- [Assigned task]: Skip the pictures and repeat each line of the data exactly.

- [Recorded data]:
'''

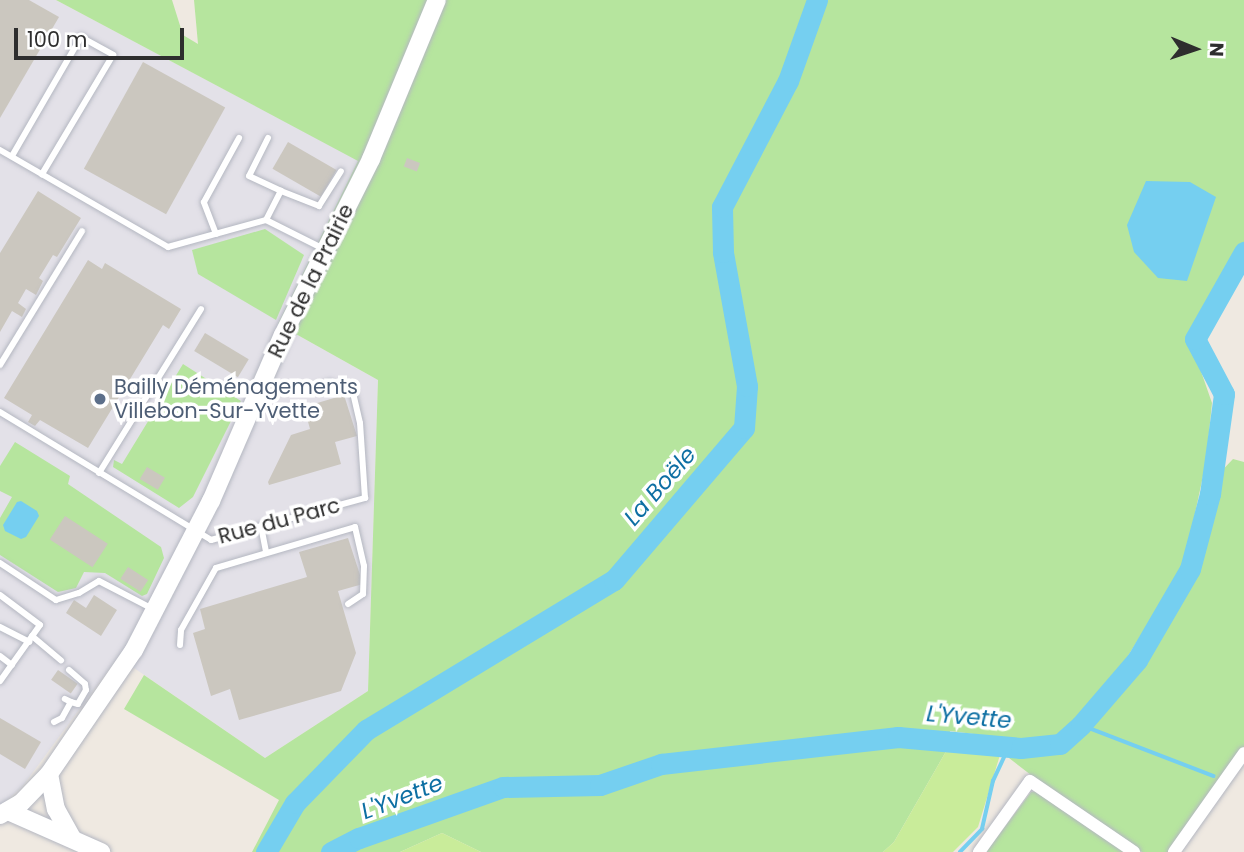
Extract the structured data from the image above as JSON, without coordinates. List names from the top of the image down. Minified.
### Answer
{"streets":{"street":["Rue de la Prairie"],"lane":["Rue du Parc"]},"crossings":[["Rue de la Prairie","Rue du Parc"]],"water":["La Boële","L'Yvette"],"places":["Bailly Déménagements Villebon-Sur-Yvette"],"scale_bar":"100 m","north":"right"}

'''

- [Problem solution]:
Extract the structured data from the image above as JSON, without coordinates. List names from the top of the image down. Minified.
### Answer
{"streets":{"street":["Rue de la Prairie"],"lane":["Rue du Parc"]},"crossings":[["Rue de la Prairie","Rue du Parc"]],"water":["La Boële","L'Yvette"],"places":["Bailly Déménagements Villebon-Sur-Yvette"],"scale_bar":"100 m","north":"right"}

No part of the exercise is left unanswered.